William Butler Yeats, "Easter 1916," (1921)

William Butler Yeats, "Easter 1916," (1921)

Quote


Too long a sacrifice
Can make a stone of the heart.
O when may it suffice?
That is Heaven's part, our part
To murmur name upon name,
As a mother names her child
When sleep at last has come
On limbs that had run wild.
What is it but nightfall?
No, no, not night but death;
Was it needless death after all?
For England may keep faith
For all that is done and said.
We know their dream; enough
To know they dreamed and are dead;
And what if excess of love
Bewildered them till they died?
I write it out in a verse—
MacDonagh and MacBride
And Connolly and Pearse
Now and in time to be,
Wherever green is worn,
Are changed, changed utterly:
A terrible beauty is born.


Basic Set Up

This bad boy is the last stanza of William Butler Yeats' poem "Easter, 1916." It talks pretty much directly (not a whole lot of nuance here) about the Easter Uprising, a rebellion against English rule in Ireland. It was published the same year that The Republic of Ireland gained independence from Britain.

Thematic Analysis

You asked for revolution? Here you go, Shmoopers: a poem devoted to the Easter Uprising (sometimes also called the Easter Rising) of 1916. This particular Easter was way more than just colored eggs and Peeps.

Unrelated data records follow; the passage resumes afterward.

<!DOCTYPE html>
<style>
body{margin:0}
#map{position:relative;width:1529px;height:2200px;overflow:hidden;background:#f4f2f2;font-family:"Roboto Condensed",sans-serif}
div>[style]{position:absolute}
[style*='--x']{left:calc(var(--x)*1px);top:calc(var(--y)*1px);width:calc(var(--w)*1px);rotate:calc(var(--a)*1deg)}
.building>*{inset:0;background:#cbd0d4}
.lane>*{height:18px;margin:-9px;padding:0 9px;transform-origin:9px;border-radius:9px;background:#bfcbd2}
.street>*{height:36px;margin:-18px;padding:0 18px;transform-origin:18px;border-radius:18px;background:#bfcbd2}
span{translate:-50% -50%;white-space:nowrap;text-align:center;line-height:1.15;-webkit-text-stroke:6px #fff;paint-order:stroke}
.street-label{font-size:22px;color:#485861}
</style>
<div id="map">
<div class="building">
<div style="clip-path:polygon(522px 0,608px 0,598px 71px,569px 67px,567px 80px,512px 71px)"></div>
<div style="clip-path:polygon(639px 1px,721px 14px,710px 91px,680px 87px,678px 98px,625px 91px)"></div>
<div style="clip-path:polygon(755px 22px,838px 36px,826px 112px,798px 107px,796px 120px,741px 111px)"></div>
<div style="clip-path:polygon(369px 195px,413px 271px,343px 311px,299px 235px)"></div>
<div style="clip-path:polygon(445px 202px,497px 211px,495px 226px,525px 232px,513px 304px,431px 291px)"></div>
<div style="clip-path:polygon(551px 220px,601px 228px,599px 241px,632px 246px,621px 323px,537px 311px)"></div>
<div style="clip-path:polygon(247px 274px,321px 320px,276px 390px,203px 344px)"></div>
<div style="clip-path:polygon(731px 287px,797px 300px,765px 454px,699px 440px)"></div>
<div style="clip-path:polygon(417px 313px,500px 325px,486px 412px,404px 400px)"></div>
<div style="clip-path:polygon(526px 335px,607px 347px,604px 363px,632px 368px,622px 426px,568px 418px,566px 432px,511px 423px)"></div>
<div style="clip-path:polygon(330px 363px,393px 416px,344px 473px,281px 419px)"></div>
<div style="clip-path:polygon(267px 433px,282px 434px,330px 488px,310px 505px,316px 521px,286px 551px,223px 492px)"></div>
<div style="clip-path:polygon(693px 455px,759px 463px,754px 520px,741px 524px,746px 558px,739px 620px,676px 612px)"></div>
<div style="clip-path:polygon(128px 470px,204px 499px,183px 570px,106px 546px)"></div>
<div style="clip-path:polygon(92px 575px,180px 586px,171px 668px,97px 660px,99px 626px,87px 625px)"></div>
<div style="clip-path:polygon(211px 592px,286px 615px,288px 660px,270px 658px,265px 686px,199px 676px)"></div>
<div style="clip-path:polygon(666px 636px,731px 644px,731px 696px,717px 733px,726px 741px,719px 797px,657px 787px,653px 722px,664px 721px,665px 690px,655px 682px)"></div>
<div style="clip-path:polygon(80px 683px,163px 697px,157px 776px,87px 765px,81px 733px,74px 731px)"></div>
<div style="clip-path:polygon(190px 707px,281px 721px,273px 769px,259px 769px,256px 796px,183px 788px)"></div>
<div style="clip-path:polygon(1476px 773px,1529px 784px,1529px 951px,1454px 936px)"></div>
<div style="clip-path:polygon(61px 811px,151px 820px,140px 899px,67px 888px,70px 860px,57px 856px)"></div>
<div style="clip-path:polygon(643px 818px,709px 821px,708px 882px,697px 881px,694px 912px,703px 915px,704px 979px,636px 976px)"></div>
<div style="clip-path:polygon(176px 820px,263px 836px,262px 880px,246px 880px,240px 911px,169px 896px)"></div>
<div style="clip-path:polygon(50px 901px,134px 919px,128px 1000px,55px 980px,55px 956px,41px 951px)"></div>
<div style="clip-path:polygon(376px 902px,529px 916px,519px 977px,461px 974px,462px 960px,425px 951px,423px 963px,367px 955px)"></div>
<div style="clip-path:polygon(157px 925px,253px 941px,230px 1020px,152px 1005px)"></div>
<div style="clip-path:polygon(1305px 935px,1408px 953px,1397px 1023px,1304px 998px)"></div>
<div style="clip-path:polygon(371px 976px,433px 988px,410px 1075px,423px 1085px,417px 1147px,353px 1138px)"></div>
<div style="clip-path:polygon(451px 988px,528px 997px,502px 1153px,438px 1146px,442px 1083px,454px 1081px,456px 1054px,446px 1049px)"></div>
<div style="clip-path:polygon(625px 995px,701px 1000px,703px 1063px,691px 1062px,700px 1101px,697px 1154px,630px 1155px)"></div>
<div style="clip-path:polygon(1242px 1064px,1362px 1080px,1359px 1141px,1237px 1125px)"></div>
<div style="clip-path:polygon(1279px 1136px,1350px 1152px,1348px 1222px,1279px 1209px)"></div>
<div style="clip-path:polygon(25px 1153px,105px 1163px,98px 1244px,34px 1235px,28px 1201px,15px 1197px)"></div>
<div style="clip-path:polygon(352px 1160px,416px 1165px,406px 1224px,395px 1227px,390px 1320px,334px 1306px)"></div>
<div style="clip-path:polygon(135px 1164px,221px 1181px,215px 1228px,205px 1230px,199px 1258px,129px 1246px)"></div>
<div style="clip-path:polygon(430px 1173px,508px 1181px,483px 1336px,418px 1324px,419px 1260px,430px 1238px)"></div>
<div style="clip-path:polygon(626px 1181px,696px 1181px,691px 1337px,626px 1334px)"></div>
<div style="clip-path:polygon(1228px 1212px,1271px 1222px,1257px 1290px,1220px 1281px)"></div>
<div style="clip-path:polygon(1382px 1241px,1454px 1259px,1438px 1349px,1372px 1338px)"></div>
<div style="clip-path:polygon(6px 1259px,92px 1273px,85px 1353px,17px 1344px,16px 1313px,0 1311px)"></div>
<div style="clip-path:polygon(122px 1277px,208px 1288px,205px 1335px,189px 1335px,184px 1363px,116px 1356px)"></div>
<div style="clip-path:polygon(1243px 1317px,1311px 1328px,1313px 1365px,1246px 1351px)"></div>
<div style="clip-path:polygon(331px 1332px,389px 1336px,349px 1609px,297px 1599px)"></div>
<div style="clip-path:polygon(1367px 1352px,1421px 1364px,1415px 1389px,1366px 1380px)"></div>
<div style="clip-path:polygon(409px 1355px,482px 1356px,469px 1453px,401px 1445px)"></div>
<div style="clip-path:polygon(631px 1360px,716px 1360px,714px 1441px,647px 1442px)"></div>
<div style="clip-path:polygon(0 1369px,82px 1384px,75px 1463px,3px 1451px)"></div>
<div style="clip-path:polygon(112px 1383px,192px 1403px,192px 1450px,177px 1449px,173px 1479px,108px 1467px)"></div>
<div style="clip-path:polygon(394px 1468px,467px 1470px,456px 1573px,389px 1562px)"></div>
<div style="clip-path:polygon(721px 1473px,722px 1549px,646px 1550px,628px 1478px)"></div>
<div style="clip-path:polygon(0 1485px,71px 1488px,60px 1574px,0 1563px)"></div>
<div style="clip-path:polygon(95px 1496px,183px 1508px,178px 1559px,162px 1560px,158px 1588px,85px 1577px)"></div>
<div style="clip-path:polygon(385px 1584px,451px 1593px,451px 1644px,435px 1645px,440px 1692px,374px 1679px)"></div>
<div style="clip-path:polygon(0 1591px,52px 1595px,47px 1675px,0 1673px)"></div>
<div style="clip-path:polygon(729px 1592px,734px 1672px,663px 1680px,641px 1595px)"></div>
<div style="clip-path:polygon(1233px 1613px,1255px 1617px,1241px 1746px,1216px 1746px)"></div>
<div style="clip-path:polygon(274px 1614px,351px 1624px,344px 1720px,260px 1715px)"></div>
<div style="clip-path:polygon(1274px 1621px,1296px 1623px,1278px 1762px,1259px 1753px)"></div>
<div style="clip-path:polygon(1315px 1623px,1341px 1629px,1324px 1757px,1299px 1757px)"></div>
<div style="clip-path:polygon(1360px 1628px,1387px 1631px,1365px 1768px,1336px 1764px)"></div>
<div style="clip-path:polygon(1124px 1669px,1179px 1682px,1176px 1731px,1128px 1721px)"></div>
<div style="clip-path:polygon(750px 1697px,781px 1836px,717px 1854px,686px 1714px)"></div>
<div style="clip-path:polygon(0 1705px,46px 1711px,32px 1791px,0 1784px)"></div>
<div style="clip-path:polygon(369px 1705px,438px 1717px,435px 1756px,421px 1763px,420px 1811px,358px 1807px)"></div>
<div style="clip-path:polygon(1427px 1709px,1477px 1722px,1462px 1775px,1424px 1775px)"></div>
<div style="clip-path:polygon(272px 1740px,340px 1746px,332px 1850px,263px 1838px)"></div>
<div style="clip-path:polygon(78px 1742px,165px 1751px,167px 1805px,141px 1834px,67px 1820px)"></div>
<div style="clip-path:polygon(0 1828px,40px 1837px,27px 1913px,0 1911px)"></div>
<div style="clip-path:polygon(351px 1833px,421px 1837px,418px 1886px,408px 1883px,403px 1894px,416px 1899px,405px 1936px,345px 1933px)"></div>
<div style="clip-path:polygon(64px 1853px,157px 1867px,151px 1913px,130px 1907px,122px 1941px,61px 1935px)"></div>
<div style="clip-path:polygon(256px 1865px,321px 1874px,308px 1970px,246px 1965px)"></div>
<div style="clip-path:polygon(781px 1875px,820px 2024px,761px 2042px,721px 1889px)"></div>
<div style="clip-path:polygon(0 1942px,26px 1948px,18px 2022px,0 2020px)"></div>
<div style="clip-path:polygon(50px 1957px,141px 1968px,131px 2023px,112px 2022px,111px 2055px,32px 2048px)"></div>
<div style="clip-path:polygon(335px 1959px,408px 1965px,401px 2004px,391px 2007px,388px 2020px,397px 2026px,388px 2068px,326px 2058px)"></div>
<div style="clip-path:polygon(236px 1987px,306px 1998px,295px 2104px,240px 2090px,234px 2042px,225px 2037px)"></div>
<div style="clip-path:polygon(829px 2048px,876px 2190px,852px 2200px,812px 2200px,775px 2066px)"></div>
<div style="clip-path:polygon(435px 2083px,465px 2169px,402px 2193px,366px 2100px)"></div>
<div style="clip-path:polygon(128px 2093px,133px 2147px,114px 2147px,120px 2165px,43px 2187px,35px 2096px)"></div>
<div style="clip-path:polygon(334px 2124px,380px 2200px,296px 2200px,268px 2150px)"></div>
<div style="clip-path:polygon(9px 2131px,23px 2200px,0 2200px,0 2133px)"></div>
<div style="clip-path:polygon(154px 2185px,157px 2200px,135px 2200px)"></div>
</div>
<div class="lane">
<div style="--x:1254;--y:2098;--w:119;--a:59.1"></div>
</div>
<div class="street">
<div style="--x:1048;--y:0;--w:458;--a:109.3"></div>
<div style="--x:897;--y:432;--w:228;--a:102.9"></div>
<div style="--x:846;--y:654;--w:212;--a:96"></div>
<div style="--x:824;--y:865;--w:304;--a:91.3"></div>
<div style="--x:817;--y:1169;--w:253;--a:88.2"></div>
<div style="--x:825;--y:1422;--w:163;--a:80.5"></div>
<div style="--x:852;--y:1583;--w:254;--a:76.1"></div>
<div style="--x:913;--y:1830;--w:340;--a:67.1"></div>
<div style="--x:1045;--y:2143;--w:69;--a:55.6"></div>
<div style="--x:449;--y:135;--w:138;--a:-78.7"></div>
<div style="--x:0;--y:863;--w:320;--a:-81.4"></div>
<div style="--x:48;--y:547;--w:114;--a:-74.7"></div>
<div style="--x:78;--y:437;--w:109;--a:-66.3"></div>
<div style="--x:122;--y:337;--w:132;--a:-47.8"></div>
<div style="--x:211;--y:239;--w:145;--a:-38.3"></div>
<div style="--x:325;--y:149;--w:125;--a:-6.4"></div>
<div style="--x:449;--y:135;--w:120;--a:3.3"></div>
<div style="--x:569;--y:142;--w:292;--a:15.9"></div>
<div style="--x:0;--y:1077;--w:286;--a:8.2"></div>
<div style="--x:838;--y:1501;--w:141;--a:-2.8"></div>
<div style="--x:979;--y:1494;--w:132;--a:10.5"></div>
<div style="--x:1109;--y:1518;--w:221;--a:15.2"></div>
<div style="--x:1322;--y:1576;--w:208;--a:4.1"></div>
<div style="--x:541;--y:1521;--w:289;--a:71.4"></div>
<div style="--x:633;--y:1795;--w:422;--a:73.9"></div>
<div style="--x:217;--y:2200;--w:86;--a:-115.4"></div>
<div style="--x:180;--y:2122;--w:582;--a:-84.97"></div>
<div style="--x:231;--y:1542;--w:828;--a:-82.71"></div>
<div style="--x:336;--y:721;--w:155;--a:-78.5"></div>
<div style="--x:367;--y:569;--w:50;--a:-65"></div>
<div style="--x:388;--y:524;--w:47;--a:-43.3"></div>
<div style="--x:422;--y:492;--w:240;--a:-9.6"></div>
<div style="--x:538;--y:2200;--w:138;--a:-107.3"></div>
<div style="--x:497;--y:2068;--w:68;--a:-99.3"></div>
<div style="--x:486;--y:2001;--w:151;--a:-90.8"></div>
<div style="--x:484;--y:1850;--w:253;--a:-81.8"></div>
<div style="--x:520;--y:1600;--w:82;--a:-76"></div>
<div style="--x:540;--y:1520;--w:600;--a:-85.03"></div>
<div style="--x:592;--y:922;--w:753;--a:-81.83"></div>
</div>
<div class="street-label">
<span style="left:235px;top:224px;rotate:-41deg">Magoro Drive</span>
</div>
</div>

On Easter Monday, a group of more than a thousand Irish Nationalists—people who wanted independence for Ireland, which was at that time a British kingdom—held a bunch of different important buildings are Dublin, including the post office and declared Ireland a Republic. They even had a Proclamation of The Republic to read.

Things didn't exactly go as planned. Violence ensued, killing almost two hundred people and wounding more… and Ireland didn't secure its freedom. But the Easter Uprising set in motion events that would lead to the formation of the Republic of Ireland. In other words, it was a pretty freaking big deal.

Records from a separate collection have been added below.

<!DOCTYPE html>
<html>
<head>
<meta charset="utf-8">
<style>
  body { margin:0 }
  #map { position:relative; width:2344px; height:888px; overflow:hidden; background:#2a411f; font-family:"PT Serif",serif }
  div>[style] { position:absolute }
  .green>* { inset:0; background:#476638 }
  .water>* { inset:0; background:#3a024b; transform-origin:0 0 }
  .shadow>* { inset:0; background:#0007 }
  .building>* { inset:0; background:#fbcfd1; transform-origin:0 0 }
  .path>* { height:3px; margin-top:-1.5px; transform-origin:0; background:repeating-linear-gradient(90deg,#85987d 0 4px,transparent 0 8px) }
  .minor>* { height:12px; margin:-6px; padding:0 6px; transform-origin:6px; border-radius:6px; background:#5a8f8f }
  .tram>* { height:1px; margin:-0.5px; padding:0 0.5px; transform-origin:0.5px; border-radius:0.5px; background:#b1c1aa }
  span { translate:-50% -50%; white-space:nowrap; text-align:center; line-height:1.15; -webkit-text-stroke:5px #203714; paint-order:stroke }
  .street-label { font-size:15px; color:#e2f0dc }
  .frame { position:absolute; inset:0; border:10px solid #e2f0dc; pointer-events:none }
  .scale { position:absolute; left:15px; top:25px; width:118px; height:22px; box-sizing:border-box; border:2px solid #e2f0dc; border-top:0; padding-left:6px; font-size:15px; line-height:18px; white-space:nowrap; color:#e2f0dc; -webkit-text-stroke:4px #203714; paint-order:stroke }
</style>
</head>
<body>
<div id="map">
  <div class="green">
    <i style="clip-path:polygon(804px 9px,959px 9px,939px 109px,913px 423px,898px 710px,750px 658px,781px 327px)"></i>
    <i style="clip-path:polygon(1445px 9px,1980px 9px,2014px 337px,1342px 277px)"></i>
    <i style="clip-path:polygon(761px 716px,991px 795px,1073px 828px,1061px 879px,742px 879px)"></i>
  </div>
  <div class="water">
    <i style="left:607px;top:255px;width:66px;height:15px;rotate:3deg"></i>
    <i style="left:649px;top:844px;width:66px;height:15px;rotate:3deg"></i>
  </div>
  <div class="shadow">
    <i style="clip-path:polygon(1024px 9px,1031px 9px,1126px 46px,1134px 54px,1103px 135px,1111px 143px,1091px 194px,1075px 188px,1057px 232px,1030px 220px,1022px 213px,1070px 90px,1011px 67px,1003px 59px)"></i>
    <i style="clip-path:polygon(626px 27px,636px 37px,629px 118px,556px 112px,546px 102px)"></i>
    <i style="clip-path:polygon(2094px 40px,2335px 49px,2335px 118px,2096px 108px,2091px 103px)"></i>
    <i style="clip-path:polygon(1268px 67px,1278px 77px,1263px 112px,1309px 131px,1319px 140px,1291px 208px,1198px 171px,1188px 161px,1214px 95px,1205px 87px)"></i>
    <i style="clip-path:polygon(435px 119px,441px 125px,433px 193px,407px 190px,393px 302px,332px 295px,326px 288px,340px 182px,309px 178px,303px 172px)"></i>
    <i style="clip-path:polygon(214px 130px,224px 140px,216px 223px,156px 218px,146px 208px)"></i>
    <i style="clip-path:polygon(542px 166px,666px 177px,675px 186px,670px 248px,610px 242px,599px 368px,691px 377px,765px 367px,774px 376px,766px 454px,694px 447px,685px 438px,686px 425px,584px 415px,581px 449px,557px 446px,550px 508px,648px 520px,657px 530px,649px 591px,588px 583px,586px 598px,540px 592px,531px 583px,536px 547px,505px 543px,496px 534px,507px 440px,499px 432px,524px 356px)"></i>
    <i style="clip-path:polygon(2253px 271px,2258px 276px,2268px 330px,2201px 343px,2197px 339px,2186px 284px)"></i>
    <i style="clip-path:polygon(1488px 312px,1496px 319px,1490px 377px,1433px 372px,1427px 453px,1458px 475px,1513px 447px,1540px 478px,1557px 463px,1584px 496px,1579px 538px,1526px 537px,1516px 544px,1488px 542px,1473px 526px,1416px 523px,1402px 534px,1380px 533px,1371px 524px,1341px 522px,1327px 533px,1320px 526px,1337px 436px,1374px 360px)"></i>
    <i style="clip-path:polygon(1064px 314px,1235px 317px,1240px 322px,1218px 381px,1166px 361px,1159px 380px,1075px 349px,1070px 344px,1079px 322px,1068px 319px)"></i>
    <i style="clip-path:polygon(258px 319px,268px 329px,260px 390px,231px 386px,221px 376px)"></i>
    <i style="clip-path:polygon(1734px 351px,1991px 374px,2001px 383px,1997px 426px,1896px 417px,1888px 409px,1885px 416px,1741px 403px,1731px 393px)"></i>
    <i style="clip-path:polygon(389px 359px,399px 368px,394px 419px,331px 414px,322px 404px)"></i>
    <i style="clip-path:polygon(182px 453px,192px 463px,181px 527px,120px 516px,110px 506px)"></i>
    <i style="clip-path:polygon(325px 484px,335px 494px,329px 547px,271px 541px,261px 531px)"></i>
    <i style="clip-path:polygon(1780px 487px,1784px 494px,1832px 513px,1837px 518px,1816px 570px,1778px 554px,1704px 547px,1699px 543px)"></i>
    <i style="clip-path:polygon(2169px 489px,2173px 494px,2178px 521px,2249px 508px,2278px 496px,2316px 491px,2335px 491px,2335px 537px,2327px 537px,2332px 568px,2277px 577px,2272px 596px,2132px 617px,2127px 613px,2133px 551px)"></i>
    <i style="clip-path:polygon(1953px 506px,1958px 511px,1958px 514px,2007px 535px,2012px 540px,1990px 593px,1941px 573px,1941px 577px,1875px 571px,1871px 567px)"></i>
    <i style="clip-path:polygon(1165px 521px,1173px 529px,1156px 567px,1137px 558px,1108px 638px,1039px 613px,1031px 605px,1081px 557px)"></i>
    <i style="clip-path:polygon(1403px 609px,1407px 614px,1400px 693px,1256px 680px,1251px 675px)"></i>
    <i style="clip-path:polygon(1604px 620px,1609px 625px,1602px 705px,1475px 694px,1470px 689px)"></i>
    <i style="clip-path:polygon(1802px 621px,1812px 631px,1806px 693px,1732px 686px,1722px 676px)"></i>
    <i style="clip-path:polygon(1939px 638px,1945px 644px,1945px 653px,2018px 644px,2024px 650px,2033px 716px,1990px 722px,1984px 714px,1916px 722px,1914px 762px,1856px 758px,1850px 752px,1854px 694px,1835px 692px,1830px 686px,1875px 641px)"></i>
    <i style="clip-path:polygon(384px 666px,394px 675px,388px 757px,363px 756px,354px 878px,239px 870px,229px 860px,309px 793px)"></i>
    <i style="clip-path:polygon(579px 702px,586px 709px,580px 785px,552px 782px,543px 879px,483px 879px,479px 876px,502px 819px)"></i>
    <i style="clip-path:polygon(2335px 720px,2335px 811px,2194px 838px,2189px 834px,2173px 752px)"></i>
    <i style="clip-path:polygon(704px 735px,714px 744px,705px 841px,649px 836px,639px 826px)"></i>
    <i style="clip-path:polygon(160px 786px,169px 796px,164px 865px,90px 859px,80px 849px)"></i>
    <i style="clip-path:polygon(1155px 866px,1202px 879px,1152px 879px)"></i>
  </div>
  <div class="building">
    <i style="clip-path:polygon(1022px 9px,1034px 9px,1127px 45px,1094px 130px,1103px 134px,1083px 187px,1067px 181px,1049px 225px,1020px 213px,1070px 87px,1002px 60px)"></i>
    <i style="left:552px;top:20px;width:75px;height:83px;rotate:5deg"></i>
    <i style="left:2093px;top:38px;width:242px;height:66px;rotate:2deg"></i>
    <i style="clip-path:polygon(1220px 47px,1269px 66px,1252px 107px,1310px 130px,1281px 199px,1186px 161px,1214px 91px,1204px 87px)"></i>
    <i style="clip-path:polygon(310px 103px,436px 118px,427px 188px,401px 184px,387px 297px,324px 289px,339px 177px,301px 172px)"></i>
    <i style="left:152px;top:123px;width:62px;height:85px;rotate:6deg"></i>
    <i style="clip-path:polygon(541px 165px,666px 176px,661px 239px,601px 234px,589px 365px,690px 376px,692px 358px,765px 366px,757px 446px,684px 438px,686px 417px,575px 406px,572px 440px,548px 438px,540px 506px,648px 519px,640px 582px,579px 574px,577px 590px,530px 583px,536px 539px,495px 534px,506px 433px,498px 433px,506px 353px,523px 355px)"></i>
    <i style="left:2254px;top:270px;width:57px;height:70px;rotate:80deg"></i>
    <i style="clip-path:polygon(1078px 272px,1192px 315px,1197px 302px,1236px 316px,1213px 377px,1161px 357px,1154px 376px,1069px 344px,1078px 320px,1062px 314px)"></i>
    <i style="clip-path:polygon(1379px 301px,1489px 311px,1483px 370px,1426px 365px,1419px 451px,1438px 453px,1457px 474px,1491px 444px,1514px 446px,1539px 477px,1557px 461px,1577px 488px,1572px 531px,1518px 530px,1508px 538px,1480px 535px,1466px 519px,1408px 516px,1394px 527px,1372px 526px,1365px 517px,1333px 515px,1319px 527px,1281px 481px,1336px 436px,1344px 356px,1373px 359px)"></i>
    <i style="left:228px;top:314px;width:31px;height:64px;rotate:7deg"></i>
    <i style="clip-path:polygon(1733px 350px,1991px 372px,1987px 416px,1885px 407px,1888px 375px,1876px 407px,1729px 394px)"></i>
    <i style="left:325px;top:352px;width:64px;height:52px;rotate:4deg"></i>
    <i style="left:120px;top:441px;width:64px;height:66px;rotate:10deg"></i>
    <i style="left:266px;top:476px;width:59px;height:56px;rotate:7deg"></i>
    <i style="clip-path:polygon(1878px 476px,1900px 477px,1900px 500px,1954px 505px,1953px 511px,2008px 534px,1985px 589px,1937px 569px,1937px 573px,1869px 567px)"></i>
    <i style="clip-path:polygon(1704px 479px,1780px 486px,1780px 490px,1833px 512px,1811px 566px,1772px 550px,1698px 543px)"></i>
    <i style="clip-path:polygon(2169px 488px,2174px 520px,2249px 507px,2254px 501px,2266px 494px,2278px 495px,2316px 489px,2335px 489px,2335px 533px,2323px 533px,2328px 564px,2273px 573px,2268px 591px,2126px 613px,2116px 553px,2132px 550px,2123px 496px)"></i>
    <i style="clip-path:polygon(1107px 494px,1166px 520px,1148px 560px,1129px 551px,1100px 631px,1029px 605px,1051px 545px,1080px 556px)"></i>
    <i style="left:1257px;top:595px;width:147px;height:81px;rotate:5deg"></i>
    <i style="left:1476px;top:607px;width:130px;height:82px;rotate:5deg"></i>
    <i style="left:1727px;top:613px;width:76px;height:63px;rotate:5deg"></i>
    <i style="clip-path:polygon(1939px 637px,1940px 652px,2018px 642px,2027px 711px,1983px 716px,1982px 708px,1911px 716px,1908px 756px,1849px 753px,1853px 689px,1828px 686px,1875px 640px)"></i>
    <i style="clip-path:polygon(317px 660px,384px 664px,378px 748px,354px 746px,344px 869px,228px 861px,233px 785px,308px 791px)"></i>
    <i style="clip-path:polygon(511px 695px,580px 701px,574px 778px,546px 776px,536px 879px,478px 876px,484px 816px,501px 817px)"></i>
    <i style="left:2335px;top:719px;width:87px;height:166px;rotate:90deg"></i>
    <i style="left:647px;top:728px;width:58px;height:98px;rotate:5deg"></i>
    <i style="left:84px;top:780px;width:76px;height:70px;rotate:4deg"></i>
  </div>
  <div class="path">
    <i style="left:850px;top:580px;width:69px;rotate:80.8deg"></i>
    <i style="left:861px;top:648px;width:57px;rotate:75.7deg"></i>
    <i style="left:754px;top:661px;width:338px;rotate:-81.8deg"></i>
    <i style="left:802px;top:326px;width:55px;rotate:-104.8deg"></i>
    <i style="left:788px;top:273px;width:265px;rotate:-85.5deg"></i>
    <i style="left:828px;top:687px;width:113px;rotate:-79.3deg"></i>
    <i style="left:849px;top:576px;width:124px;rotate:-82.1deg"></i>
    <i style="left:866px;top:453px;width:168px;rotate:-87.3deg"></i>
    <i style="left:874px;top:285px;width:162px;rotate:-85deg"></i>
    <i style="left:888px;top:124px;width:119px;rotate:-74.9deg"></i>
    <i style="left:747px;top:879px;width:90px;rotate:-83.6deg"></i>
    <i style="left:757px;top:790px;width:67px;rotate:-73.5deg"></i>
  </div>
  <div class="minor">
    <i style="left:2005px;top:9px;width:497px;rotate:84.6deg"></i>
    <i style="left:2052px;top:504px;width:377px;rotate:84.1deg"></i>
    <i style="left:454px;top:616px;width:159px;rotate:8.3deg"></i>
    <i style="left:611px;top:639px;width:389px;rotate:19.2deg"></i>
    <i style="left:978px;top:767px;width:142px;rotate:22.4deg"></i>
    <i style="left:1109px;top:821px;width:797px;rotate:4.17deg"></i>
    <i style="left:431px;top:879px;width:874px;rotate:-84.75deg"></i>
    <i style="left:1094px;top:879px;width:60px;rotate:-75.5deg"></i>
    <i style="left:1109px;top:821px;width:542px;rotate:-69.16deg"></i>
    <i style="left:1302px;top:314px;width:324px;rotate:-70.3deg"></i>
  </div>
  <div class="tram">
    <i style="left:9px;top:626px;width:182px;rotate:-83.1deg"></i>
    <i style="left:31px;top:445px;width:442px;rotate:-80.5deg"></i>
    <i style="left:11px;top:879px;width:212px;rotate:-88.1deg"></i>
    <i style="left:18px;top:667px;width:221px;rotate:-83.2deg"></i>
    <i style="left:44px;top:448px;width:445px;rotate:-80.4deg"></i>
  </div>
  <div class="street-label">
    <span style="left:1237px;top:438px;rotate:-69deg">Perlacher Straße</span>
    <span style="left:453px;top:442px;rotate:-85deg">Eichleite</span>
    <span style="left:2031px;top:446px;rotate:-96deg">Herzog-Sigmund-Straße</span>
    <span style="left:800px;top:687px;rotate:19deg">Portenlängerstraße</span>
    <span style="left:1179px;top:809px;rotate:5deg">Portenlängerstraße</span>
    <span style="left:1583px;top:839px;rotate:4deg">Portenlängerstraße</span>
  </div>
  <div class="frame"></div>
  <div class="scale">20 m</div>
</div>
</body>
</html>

Yeats wasn't super into the whole Easter Uprising thing—he was more into being a posh intellectual than a revolutionary (maybe because his great love rejected him in favor of one of those hawt revolutionary guys) —but by the end of this poem he gives props to the history-making deeds of the guys who orchestrated the Easter Uprising, even as he condemns the brutality and violence of the rebellion.

Stylistic Analysis

Okay, so we cut out the bits where W.B. Yeats is getting a little down on the events of Easter, 1916 and left you with the go, Irish Republic, go! passage. But that's because W.B. seemed to have a change of heart by the end of the poem and is favor of his countrymen wanting to have, well, their own country to be men in.

He still stays a tad ambivalent, though: he concedes that, "we know (the revolutionaries') dream" but that "they dreamed and are dead," which is a little harsh. He's essentially saying that all they have to show of their dream is death. Or, in other words, a big fat goose egg. In fact, he calls them delusional, or "bewildered," as a result of their dream. Ouch.

But then he goes on to name a bunch of guys that were influential in the Easter Uprising: "MacDonagh, MacBride, Connolly and Pearse," and says that "wherever green is worn," they'll be remembered. They have changed from being just dudes to being symbolic, as important to Irish identity as the national color: green.

And that last line, the "terrible beauty" part? That's how a reticent, snobby guy like W.B. acknowledges that the Easter Uprising was important. He's not saying it was the best event since the invention of sliced bread, but he's come a ways from saying that all that was left as result of Easter, 1916 was death n' destruction.

Welcome to Modernism, y'all, where the closest you come to commemorating the start of a revolution is to say, "Yeah, it was okay… but it was also bad."